RECORD SET
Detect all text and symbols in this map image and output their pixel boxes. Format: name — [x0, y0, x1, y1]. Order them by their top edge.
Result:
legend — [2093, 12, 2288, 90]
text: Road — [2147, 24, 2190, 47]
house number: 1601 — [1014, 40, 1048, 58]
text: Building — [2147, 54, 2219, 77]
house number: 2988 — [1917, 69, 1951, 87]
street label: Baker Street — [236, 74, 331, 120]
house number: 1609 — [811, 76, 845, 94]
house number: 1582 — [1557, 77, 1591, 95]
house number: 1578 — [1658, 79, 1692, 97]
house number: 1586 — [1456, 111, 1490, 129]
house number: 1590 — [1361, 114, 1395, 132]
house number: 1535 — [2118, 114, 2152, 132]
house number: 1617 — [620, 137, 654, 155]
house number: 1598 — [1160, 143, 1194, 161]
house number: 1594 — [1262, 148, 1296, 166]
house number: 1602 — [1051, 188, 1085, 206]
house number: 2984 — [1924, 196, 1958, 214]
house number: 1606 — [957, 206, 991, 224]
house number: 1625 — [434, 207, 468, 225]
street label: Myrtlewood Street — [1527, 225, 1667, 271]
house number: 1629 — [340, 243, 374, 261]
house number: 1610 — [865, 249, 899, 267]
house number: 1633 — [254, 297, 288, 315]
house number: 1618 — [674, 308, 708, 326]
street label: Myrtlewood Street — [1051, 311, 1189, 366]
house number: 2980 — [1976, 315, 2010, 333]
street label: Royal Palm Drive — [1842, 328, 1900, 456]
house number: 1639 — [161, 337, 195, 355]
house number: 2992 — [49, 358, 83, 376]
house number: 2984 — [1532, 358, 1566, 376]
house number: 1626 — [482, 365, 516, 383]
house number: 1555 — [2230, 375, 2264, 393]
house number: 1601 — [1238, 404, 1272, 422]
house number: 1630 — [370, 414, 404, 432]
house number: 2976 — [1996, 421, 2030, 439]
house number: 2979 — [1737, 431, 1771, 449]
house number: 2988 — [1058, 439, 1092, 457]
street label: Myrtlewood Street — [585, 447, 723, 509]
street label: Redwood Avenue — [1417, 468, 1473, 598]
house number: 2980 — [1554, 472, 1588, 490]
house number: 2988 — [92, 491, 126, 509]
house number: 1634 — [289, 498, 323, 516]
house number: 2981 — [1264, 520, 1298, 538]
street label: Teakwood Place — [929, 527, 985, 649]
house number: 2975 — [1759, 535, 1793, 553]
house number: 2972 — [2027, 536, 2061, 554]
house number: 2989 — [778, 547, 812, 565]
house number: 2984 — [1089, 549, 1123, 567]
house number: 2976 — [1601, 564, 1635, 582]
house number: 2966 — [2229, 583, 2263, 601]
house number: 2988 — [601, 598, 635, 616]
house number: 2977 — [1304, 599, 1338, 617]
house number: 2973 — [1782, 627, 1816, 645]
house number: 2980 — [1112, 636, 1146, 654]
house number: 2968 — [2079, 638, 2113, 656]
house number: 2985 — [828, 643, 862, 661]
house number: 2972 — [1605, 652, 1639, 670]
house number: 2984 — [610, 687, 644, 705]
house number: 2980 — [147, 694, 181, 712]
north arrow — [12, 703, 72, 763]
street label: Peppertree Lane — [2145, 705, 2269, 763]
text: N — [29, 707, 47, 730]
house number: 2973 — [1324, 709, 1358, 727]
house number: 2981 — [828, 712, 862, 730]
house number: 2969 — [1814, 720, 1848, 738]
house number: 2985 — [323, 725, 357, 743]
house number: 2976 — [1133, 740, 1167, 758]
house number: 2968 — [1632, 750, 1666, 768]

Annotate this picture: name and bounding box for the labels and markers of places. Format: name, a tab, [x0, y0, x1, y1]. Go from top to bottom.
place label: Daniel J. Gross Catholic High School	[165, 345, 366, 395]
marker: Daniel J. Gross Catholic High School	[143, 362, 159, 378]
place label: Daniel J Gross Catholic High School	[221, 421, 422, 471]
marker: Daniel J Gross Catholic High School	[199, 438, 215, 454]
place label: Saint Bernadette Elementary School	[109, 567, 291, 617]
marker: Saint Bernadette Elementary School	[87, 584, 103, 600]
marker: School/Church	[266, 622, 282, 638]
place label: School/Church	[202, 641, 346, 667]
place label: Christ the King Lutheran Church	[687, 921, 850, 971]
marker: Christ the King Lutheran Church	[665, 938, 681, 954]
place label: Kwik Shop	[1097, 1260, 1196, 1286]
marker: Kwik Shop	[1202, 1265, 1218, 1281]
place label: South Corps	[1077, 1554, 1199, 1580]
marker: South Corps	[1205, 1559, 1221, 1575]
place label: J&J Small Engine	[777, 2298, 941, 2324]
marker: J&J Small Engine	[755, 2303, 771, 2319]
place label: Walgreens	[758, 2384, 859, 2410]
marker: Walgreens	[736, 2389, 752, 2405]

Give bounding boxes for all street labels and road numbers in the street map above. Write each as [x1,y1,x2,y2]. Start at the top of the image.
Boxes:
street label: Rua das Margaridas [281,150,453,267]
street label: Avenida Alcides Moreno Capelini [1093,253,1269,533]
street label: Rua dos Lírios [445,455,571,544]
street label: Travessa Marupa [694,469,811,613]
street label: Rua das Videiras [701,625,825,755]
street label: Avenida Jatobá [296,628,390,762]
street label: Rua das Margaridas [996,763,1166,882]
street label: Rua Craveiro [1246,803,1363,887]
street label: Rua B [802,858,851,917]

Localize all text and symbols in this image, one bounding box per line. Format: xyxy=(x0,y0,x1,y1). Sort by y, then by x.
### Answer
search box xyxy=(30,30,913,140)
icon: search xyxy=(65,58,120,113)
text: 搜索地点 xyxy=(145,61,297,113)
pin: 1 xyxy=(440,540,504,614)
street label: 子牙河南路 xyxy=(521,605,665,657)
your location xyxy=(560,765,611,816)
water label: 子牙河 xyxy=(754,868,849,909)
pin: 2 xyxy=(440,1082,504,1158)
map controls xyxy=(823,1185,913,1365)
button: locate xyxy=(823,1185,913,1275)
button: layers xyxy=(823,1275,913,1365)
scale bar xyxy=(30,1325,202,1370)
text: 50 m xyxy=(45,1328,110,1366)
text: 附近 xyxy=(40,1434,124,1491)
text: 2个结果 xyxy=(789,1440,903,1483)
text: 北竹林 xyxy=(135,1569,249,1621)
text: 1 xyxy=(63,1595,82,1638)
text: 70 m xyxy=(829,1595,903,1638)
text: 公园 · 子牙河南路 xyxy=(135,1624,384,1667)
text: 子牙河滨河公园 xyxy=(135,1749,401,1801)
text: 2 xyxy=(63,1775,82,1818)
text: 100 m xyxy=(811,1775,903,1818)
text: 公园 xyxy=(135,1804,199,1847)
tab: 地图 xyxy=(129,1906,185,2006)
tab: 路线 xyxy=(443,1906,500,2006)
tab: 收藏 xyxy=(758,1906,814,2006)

TASK
Establish how many lines of the material above hold the word "Christ". Nothing but the count should be returned.

YOUR RESPONSE
2